HT the Buffalo Beast:

Can’t wait to hear George tonight…
In 1999, he criticized President Clinton for not setting a timetable for exiting Kosovo:

THEN
George W. Bush, 4/9/99:
“Victory means exit strategy, and it’s important for the president to explain to us what the exit strategy is.”

George W. Bush, 6/5/99
“I think it’s also important for the president to lay out a timetable as to how long they will be involved and when they will be withdrawn.”

VERSUS NOW

George W. Bush, 6/24/05:
“It doesn’t make any sense to have a timetable. You know, if you give a timetable, you’re — you’re conceding too much to the enemy.”

Humidity

29 Jun

I’m getting quite sick of it, thanks.

Allegedly, a cold front is coming through Friday night.

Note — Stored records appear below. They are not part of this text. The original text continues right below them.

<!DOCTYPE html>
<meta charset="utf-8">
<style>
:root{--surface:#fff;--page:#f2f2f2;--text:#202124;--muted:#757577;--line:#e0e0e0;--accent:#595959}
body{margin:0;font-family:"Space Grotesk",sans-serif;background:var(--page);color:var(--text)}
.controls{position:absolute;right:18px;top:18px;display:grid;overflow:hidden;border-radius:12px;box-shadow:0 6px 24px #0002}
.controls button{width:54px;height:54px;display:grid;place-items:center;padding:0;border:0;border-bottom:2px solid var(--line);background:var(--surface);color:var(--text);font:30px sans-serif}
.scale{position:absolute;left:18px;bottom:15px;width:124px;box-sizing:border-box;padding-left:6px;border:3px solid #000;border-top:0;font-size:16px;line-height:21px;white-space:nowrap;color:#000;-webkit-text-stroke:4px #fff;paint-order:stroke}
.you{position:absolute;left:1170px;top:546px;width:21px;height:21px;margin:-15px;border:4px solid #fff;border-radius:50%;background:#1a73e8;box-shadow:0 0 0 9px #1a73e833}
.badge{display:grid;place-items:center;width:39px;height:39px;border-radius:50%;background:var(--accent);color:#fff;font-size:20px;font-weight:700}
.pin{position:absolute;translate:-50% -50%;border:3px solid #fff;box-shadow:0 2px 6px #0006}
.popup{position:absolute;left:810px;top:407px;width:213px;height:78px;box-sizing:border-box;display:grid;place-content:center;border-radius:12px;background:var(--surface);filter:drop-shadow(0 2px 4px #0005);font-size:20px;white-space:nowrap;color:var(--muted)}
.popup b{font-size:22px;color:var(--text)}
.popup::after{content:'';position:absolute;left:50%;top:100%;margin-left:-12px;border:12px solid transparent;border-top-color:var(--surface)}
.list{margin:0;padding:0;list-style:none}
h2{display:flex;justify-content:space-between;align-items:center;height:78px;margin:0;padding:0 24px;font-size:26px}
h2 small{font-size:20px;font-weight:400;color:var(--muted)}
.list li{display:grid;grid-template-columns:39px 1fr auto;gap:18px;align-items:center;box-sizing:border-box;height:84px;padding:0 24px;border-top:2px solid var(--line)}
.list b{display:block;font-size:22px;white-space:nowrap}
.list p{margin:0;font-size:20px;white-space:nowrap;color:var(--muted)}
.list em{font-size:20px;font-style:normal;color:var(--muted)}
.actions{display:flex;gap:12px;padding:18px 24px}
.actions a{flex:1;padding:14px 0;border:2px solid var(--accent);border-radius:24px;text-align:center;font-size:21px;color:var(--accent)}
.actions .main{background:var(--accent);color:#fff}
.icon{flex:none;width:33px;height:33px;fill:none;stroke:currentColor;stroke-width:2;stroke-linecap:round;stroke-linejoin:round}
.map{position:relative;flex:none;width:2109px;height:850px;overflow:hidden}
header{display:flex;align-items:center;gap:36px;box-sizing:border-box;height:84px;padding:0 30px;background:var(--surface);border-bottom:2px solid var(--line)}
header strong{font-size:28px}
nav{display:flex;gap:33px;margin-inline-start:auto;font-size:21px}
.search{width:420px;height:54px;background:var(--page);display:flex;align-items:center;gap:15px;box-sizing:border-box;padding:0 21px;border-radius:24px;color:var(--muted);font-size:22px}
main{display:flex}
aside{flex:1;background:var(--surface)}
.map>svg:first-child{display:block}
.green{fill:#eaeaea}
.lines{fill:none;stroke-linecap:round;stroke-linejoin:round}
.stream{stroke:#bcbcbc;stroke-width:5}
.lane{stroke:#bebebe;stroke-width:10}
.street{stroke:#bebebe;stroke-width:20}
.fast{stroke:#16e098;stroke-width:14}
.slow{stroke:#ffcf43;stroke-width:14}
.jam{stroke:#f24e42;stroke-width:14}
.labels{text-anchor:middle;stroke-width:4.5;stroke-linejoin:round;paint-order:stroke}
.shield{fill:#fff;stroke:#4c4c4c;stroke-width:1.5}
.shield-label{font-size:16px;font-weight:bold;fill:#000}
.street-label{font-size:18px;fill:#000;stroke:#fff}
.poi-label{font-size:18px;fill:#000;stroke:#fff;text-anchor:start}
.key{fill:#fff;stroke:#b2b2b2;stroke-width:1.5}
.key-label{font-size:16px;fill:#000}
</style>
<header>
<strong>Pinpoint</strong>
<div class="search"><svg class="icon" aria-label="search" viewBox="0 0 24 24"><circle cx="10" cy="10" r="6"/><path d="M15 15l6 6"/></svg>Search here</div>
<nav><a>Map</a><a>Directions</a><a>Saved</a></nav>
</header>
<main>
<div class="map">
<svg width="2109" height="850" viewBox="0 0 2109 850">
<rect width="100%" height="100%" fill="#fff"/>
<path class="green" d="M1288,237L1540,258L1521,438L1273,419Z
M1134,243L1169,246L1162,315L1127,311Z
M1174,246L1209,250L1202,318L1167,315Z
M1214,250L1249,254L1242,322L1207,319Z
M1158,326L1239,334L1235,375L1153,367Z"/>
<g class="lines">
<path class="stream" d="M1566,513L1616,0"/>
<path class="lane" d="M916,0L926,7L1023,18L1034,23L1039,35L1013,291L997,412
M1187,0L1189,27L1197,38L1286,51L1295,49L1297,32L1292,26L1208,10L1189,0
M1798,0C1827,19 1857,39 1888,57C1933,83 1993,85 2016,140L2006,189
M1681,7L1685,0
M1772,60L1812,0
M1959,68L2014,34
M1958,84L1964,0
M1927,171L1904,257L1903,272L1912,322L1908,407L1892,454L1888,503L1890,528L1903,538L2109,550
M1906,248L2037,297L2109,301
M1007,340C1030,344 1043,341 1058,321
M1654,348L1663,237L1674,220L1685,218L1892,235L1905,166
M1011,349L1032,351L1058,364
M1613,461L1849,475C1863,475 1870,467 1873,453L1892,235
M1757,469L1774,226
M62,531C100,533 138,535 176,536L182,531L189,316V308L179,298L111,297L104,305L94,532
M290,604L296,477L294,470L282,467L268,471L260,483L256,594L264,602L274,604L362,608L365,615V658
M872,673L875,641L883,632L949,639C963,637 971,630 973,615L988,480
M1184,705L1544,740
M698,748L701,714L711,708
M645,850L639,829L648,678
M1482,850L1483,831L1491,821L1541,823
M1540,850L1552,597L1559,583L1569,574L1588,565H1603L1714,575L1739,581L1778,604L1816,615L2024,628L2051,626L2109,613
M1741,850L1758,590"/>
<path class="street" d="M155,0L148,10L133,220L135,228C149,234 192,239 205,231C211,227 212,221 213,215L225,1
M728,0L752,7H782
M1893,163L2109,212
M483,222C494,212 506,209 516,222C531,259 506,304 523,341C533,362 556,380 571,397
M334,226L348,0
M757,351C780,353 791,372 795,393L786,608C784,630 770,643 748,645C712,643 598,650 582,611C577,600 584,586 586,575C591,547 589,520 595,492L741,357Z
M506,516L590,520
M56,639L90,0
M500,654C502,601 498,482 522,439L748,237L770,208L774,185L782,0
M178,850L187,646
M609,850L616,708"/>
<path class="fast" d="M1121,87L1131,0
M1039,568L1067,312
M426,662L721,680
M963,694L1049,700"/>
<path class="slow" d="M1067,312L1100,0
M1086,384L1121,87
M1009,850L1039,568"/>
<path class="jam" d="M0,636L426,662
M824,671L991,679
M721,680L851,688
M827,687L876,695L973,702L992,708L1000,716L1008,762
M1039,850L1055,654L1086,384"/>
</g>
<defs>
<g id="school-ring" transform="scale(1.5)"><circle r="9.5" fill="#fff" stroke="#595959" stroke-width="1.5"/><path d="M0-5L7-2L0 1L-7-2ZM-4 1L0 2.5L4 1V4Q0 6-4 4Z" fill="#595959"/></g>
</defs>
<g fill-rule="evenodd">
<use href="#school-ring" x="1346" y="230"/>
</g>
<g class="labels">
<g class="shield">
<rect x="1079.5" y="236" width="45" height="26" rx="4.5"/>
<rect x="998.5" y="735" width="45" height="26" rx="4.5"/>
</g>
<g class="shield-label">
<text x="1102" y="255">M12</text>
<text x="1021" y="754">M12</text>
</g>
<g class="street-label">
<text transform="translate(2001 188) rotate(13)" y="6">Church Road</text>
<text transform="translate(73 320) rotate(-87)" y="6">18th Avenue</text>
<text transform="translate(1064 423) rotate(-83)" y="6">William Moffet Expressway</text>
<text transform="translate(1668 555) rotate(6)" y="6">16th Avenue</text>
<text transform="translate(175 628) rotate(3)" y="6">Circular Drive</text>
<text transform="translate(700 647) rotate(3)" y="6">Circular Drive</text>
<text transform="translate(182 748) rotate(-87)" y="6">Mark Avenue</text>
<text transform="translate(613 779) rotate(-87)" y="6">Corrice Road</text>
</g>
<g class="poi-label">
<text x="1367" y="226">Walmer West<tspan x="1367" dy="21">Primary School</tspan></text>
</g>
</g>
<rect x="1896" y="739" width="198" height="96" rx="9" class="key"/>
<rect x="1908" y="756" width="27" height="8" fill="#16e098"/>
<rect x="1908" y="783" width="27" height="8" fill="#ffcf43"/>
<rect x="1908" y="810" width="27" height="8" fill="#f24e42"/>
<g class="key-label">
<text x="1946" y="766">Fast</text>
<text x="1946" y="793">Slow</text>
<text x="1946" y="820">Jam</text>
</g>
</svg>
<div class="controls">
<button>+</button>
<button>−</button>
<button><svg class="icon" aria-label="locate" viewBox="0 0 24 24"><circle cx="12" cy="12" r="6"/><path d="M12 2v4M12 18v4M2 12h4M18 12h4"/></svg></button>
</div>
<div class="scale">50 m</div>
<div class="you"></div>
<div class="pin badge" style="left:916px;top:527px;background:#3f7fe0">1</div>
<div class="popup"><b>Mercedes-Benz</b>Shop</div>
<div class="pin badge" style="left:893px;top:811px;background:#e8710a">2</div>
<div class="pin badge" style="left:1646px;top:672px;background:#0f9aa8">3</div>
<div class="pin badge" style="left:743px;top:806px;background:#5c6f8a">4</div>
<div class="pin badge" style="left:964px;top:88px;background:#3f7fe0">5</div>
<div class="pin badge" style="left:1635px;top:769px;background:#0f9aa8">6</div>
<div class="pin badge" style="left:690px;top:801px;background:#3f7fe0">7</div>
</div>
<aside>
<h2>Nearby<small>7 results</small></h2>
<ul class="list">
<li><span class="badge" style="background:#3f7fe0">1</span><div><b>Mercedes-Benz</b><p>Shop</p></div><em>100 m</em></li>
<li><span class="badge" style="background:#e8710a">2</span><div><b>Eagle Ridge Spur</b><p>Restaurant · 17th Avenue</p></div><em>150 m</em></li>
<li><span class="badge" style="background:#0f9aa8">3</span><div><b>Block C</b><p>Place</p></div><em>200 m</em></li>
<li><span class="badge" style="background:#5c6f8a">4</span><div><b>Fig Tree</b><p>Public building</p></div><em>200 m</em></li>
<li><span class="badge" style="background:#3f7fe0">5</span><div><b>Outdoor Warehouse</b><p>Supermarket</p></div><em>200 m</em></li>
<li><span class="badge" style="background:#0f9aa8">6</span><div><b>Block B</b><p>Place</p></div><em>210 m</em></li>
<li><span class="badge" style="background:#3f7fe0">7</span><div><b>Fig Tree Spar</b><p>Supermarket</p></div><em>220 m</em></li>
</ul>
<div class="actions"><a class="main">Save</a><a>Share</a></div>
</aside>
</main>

If I wanted Atlanta weather…

Made me Laugh

29 Jun

“Tom Cruise: the Game” for X-Box:

(from the Defamer)

A conundrum

29 Jun

Should the teachers’ union switch to a single health insurance carrier; Blue Cross-Blue Shield, which 75% of their members already carry, and where the switch would cost no more money and in no way affect coverage…

…or…

Keep the system that’s in place now and lay off 250-300 teachers?

Can you actually believe that the union has to think about that decision?

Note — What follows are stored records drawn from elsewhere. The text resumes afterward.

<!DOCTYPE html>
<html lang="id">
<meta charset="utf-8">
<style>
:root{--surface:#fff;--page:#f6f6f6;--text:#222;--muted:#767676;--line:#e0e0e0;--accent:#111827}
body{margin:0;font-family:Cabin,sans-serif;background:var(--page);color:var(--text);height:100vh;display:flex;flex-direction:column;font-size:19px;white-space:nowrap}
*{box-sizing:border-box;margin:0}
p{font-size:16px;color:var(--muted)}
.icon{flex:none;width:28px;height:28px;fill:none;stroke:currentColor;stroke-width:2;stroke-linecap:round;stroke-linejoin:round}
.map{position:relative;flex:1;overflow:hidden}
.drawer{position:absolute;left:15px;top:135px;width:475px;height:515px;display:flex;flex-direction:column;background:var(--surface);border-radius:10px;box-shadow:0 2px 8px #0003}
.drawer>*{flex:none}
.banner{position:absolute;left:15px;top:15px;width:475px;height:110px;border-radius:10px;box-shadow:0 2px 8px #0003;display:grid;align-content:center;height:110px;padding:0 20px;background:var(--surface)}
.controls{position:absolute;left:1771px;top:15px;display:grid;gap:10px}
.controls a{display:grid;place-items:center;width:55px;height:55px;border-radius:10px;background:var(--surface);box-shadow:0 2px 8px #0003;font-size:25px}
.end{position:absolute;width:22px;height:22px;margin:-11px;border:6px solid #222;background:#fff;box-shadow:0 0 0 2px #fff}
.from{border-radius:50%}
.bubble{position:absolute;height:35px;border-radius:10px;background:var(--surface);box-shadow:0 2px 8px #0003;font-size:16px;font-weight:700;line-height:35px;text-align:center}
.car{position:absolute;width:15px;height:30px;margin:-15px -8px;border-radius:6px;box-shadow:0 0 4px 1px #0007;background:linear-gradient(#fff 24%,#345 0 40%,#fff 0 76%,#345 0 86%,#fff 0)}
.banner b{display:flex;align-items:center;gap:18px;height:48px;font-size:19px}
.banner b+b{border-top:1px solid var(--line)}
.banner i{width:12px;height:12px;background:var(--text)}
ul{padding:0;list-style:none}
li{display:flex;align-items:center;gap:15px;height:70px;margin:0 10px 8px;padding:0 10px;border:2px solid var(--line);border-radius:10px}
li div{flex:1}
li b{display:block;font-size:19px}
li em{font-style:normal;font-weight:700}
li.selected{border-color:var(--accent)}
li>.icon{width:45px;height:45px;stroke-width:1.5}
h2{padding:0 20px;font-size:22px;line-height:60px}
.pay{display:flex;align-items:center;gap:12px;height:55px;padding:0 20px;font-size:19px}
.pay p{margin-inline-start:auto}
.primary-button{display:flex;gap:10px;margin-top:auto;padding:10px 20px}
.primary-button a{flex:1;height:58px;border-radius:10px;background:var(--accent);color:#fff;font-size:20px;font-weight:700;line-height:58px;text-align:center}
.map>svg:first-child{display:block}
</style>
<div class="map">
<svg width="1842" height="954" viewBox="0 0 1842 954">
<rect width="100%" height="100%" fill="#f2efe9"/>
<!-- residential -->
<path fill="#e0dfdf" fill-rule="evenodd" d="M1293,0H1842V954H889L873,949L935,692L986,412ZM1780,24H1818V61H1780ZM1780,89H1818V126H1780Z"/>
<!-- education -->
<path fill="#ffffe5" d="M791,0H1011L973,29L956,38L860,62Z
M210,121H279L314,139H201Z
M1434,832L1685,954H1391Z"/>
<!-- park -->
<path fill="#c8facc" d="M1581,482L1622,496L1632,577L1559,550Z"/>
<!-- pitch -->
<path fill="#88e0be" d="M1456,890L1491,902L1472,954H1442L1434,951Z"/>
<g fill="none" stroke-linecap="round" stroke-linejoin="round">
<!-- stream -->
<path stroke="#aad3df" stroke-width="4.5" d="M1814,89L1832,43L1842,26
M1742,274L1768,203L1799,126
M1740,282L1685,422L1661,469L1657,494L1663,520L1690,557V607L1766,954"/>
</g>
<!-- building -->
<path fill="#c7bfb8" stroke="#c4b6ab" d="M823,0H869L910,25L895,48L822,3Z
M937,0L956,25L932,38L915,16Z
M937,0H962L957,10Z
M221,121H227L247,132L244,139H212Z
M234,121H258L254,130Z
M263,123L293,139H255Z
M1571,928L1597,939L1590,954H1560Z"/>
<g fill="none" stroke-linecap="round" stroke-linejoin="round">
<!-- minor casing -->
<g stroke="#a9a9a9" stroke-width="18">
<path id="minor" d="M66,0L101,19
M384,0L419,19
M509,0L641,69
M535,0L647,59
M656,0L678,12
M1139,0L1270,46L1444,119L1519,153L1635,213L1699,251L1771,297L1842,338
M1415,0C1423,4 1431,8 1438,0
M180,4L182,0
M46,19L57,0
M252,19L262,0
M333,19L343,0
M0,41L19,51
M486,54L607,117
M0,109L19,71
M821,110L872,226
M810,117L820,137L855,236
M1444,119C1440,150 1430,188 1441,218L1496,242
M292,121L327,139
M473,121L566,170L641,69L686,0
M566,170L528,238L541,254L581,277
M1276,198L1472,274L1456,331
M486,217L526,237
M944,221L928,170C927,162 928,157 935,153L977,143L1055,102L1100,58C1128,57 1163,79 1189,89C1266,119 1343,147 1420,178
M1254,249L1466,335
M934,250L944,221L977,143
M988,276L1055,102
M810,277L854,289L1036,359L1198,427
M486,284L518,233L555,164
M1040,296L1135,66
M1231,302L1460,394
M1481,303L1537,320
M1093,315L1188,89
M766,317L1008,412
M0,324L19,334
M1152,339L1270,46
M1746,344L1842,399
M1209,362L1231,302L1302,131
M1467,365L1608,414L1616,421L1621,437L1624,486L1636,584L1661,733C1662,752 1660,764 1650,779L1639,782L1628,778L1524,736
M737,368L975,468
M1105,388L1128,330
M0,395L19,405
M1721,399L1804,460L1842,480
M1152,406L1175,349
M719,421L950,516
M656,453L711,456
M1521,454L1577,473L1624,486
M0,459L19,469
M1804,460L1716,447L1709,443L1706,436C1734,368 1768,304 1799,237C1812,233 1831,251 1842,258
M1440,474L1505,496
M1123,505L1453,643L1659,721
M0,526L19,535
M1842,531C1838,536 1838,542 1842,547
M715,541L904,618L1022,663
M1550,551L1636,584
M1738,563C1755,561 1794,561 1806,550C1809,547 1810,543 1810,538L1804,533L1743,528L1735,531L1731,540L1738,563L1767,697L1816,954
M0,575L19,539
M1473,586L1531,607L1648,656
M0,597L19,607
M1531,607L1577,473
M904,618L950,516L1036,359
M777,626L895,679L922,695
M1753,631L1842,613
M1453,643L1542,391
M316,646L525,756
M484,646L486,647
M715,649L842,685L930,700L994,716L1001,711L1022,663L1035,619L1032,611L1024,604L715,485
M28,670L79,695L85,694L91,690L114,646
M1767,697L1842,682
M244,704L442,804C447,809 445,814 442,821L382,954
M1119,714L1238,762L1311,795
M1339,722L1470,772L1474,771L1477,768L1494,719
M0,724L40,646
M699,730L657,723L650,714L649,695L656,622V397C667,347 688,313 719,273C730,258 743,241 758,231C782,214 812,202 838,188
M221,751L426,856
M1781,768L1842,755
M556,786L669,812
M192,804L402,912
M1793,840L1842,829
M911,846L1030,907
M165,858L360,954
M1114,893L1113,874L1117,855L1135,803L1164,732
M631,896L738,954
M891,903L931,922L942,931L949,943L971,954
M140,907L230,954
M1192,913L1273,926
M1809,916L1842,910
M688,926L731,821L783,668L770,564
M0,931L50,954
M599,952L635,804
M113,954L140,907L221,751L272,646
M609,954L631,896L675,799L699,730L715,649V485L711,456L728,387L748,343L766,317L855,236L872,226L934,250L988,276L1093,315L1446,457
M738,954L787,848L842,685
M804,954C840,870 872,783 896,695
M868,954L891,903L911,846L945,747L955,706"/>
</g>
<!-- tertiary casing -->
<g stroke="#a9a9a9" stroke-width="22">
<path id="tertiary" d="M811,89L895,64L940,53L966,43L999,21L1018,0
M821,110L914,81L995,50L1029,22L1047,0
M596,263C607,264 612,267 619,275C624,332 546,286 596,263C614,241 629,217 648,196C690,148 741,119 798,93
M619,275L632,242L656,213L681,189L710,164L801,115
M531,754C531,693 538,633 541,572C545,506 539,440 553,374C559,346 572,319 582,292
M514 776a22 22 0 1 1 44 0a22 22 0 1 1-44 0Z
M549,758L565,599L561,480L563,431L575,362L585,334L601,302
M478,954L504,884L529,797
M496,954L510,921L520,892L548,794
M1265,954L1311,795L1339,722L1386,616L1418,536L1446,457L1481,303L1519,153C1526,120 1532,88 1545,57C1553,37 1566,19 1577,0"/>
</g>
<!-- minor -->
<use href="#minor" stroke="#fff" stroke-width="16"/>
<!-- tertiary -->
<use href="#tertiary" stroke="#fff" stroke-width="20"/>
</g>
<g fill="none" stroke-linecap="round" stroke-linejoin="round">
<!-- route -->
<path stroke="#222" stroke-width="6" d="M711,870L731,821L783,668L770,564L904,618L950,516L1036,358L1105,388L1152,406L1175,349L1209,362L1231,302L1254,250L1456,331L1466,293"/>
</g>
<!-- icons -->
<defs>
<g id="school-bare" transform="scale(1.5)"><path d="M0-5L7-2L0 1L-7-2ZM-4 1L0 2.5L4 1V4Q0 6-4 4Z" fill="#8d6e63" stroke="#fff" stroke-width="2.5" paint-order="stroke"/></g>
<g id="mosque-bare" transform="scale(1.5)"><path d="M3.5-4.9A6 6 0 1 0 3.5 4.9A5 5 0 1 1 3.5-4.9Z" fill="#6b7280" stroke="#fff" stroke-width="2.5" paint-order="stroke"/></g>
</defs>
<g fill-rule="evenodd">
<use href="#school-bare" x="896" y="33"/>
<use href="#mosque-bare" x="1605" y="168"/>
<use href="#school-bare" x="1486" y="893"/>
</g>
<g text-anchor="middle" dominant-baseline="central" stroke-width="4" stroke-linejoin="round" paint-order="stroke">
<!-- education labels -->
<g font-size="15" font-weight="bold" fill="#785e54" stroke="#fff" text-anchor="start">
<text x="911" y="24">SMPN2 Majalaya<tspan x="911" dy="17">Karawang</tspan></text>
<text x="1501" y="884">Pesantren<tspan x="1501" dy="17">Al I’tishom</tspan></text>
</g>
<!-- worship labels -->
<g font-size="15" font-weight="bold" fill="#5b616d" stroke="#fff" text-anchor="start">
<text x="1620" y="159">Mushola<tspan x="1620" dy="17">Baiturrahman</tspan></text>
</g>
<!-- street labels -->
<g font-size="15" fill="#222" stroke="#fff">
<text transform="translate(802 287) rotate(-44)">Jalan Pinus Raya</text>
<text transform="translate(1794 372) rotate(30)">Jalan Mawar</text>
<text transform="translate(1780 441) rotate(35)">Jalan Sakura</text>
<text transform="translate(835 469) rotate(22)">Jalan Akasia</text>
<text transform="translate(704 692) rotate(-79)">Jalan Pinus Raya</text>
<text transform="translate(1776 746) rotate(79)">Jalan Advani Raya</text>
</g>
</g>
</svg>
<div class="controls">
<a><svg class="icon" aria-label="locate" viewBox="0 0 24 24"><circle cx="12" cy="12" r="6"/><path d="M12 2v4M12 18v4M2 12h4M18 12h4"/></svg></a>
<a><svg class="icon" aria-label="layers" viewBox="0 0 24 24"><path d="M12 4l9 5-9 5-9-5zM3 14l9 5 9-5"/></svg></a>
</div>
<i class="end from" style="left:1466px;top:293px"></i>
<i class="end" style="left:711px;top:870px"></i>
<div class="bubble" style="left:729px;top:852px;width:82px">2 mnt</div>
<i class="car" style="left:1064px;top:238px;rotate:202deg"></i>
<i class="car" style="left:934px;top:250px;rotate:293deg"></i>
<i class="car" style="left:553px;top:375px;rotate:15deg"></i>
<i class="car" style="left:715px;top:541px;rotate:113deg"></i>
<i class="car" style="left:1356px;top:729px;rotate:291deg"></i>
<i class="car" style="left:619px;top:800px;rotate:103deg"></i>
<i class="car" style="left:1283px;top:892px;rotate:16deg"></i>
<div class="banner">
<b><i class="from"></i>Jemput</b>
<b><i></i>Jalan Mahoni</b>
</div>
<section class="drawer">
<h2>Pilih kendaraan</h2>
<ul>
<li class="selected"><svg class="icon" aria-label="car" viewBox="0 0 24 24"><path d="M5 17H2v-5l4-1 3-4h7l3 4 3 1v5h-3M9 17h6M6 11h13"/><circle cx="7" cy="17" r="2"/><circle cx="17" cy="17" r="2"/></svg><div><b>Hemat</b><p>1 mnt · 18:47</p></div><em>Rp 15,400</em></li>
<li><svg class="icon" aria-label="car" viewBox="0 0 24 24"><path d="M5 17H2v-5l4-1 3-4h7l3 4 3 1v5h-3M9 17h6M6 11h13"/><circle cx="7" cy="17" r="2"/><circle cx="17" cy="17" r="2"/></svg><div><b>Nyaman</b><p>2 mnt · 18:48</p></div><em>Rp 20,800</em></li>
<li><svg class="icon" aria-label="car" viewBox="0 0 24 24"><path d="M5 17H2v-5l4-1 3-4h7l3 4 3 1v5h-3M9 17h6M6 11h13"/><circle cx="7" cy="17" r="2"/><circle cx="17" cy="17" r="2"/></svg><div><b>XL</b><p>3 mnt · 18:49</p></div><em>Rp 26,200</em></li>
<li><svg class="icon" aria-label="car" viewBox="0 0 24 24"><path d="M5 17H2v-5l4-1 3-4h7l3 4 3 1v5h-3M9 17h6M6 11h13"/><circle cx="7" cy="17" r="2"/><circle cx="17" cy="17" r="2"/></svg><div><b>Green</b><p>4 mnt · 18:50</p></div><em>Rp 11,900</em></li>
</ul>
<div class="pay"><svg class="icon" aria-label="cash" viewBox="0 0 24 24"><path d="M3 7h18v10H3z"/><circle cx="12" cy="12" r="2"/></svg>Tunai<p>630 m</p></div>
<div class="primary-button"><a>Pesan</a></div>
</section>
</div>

Can you believe they’re actually choosing the path that leads to layoffs? That’s a nice howdy-do to those members.

Even weirder is that the new Buffalo Schools superintendent refers to himself in the 3rd person. That’s seldom a good thing.

Incoming School Superintendent James A. Williams, interviewed Tuesday by phone from Tennessee, said there is this major change since earlier negotiations fizzled: “James Williams was not at the table then.”

Those developments were set in motion Monday when a state judge placed a temporary halt on the Board of Education’s plan to save $27 million over the next two years by switching to a single health insurance carrier. At stake next year is $10 million in the district’s general operating budget and an additional $2 million in its grants budget.

Although the case will not be decided by an arbitrator for at least a few months, the preliminary decision by State Supreme Court Justice Patrick H. NeMoyer set off alarm bells in City Hall and prompted district officials to begin preparing a contingency budget with $12 million in cuts for the fiscal year that begins on Friday.

Rumore’s explanation?

Just because you need the money, you can’t go out and violate somebody’s contract,” he said. “What are we supposed to say? Thank you very much? It’s not just an issue of money. It’s an issue of what they did to get the money.”

With respect, it is an issue of money. The city doesn’t have it. A perfectly reasonable concession is requested, yet somehow miraculously can’t get negotiated. I’d love to be in the room when those 250-300 teachers are laid off, and I’d love to hear them make comments to Mr. Rumore about the circumstances surrounding their firing. I’m sure it’ll be one big union brotherhood lovefest.

Good news to the East

29 Jun

The Greater Rochester blog has a roundup of good news from our neighbor to the East. Bausch & Lomb. Kodak. Xerox. Paychex. Infotronix. Finger Lakes Wineries. All of them have good news to report.